Exercise details - Using the records below, repeat exactly the lines from the one holding "2 1 2 8 2 1" through the one holding "M0,955L30,1063L20,1073L0,1071Z", both ends included, and no others.

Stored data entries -

------------------------------------------------------------------------

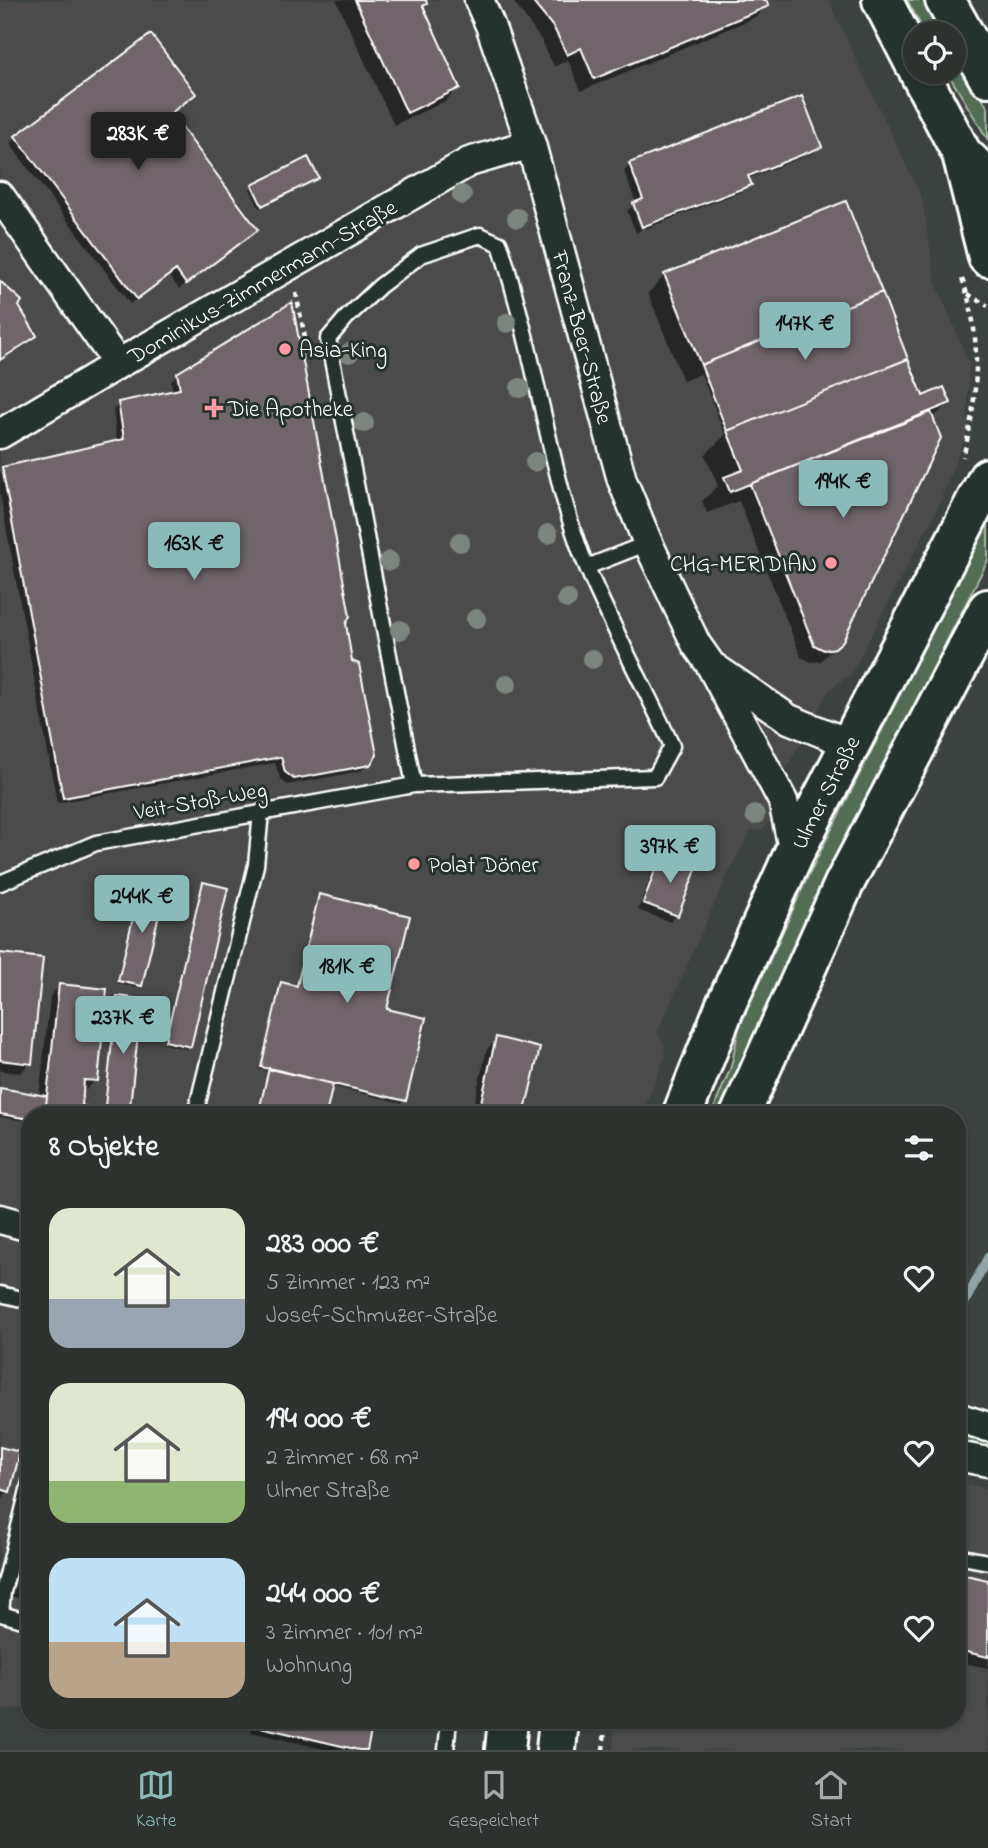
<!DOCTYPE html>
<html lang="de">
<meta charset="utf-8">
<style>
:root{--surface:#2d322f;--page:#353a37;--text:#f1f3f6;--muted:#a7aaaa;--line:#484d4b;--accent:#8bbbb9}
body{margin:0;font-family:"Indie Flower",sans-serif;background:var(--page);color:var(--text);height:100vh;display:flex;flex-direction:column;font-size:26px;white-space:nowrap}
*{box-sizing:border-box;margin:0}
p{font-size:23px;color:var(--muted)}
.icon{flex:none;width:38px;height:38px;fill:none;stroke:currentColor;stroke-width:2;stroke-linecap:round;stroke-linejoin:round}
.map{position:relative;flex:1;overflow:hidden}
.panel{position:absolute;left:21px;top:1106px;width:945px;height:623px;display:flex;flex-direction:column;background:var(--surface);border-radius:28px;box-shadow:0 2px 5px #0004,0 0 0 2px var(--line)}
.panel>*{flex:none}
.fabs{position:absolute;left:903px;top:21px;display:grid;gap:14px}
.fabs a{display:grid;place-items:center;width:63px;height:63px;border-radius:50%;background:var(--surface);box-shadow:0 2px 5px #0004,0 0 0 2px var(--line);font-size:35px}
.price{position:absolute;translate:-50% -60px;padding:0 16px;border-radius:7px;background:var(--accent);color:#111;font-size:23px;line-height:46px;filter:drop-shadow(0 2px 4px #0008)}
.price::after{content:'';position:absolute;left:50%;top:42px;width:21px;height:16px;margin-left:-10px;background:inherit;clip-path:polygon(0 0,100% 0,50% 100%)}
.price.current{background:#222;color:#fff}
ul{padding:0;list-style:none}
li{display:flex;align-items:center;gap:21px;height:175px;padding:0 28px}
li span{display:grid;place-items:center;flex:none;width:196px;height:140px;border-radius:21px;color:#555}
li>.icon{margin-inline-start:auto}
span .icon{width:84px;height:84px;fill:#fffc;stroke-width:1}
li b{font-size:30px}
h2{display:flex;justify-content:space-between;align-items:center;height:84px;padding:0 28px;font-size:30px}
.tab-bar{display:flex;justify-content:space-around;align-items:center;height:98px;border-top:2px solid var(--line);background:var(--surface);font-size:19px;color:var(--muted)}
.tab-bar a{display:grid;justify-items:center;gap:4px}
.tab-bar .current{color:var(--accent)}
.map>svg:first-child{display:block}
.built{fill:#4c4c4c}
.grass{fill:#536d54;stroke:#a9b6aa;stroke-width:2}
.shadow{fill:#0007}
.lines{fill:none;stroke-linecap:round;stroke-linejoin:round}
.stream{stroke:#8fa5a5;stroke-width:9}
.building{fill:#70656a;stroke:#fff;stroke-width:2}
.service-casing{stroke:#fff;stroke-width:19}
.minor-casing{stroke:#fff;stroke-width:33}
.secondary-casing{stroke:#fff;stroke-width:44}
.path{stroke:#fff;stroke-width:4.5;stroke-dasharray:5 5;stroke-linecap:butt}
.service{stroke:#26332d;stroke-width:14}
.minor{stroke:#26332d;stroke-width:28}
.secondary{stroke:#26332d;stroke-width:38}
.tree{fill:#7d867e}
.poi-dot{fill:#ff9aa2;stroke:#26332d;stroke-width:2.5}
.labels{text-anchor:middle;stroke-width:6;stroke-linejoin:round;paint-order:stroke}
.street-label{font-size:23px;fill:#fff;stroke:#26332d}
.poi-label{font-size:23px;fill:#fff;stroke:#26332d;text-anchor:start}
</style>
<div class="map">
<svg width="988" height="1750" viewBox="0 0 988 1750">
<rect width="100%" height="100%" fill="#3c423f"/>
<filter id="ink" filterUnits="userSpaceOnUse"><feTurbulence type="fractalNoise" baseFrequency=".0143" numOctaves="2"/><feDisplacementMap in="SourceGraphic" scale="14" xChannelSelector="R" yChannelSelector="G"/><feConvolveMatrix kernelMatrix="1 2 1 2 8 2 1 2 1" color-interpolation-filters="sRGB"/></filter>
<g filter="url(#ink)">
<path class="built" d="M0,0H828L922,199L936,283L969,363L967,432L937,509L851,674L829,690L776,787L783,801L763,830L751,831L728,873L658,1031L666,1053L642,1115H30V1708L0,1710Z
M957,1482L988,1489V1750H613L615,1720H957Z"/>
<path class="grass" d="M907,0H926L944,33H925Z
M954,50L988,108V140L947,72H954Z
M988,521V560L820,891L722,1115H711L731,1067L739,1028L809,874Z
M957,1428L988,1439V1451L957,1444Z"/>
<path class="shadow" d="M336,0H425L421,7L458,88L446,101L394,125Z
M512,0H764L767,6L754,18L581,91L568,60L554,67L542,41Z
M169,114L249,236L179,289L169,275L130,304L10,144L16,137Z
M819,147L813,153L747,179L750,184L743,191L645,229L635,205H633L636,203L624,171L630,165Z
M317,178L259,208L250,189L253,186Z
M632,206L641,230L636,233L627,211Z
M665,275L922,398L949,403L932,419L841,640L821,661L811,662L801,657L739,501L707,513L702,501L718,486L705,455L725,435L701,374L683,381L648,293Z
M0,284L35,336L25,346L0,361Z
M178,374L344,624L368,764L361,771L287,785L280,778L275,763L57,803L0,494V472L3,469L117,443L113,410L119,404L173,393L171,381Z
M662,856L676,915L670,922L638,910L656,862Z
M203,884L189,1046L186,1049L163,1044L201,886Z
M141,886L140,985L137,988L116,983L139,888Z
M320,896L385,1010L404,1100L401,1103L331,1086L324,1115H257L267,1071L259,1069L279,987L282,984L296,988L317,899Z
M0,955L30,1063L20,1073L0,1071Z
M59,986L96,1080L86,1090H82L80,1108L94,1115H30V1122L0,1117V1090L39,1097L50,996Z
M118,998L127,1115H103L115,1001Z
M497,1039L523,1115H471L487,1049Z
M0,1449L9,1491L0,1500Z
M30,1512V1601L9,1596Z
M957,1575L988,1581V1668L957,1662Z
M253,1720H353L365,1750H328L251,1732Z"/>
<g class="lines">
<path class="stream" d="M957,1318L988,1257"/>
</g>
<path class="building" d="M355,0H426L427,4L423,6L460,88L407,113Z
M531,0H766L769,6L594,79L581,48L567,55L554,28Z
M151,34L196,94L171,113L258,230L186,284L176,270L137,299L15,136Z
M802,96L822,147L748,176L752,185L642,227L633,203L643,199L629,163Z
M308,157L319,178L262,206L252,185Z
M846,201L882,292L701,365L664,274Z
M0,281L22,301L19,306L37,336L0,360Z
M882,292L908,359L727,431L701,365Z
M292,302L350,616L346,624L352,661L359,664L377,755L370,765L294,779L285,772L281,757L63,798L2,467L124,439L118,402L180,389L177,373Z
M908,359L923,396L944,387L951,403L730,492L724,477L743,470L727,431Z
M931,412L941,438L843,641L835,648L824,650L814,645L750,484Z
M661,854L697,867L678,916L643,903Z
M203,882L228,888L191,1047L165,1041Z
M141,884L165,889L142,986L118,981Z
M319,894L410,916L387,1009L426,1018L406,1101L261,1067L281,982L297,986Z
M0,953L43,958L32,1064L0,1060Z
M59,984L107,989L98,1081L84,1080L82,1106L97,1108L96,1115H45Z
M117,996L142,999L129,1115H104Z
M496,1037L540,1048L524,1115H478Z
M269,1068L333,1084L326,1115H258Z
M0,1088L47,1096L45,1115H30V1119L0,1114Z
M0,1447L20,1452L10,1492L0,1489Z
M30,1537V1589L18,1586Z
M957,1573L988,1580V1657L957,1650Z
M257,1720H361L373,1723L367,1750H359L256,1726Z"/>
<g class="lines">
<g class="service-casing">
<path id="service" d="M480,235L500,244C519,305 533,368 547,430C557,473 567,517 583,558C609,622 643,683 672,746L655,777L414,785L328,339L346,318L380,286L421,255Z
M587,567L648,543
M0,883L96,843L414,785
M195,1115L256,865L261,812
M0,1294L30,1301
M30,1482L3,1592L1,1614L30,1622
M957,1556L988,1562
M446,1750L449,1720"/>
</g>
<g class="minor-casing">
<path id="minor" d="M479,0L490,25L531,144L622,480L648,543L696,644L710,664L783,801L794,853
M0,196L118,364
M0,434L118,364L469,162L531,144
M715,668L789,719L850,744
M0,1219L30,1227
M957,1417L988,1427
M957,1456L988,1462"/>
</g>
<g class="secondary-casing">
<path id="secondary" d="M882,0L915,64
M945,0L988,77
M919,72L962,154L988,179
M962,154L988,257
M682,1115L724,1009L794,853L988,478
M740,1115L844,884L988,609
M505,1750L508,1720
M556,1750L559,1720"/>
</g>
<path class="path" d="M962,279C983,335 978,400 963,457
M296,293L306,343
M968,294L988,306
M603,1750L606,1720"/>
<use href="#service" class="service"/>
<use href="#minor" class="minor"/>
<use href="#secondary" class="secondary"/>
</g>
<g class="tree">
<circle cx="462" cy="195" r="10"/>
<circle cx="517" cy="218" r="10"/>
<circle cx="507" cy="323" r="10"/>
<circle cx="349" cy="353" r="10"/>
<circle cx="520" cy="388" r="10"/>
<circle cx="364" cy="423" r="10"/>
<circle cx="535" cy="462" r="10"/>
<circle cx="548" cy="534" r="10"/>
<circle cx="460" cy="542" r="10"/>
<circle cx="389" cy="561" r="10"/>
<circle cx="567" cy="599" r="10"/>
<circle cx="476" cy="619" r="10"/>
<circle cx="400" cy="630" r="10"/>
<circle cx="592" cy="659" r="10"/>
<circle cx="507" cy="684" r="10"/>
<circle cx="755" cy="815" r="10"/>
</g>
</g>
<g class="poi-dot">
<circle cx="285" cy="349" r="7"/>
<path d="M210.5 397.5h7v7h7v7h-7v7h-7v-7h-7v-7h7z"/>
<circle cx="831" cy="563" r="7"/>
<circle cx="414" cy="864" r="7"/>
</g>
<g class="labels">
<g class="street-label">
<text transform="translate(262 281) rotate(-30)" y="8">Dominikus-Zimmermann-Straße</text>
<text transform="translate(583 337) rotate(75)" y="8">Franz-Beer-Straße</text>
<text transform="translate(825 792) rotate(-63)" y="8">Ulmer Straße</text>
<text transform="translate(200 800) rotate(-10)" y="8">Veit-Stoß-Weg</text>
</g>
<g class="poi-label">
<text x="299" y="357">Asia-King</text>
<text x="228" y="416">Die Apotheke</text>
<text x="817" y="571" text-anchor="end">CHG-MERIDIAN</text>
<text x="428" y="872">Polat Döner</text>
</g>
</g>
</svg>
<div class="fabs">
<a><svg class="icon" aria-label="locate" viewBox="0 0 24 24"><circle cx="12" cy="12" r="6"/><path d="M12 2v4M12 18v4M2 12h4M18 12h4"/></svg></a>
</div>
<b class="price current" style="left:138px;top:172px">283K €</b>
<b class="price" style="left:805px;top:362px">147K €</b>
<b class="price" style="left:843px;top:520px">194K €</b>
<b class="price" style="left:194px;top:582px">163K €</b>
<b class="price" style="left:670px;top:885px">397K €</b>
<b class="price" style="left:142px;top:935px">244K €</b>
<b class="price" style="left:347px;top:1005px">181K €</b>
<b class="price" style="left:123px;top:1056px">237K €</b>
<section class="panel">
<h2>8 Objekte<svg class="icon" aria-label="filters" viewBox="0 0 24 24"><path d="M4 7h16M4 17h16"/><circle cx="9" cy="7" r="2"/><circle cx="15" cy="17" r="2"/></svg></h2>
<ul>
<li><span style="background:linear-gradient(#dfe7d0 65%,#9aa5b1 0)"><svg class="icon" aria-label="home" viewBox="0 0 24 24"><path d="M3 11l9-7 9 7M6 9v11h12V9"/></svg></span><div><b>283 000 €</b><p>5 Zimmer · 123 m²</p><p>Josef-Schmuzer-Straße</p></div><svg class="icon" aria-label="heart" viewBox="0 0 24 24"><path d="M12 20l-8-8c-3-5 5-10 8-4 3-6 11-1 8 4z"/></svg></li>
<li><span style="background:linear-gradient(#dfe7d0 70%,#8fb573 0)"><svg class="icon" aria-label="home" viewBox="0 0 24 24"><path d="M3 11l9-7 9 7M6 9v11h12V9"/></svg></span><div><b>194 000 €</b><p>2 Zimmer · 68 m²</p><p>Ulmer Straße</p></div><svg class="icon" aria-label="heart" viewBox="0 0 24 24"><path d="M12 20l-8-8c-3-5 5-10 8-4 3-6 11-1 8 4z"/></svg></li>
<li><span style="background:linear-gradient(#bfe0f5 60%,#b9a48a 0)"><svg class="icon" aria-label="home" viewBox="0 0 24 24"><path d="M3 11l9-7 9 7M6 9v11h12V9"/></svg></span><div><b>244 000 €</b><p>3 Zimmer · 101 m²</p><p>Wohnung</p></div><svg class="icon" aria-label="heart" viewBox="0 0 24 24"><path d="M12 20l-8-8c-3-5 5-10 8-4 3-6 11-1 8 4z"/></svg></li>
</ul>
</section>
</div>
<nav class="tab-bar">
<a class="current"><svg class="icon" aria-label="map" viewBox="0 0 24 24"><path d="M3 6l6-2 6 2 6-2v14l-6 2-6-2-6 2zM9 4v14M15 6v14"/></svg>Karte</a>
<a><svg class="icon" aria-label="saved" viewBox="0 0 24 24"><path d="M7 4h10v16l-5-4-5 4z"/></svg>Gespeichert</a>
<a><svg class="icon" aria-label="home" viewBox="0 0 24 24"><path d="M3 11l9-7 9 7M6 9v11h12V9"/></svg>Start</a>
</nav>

------------------------------------------------------------------------

Exercise result -
<filter id="ink" filterUnits="userSpaceOnUse"><feTurbulence type="fractalNoise" baseFrequency=".0143" numOctaves="2"/><feDisplacementMap in="SourceGraphic" scale="14" xChannelSelector="R" yChannelSelector="G"/><feConvolveMatrix kernelMatrix="1 2 1 2 8 2 1 2 1" color-interpolation-filters="sRGB"/></filter>
<g filter="url(#ink)">
<path class="built" d="M0,0H828L922,199L936,283L969,363L967,432L937,509L851,674L829,690L776,787L783,801L763,830L751,831L728,873L658,1031L666,1053L642,1115H30V1708L0,1710Z
M957,1482L988,1489V1750H613L615,1720H957Z"/>
<path class="grass" d="M907,0H926L944,33H925Z
M954,50L988,108V140L947,72H954Z
M988,521V560L820,891L722,1115H711L731,1067L739,1028L809,874Z
M957,1428L988,1439V1451L957,1444Z"/>
<path class="shadow" d="M336,0H425L421,7L458,88L446,101L394,125Z
M512,0H764L767,6L754,18L581,91L568,60L554,67L542,41Z
M169,114L249,236L179,289L169,275L130,304L10,144L16,137Z
M819,147L813,153L747,179L750,184L743,191L645,229L635,205H633L636,203L624,171L630,165Z
M317,178L259,208L250,189L253,186Z
M632,206L641,230L636,233L627,211Z
M665,275L922,398L949,403L932,419L841,640L821,661L811,662L801,657L739,501L707,513L702,501L718,486L705,455L725,435L701,374L683,381L648,293Z
M0,284L35,336L25,346L0,361Z
M178,374L344,624L368,764L361,771L287,785L280,778L275,763L57,803L0,494V472L3,469L117,443L113,410L119,404L173,393L171,381Z
M662,856L676,915L670,922L638,910L656,862Z
M203,884L189,1046L186,1049L163,1044L201,886Z
M141,886L140,985L137,988L116,983L139,888Z
M320,896L385,1010L404,1100L401,1103L331,1086L324,1115H257L267,1071L259,1069L279,987L282,984L296,988L317,899Z
M0,955L30,1063L20,1073L0,1071Z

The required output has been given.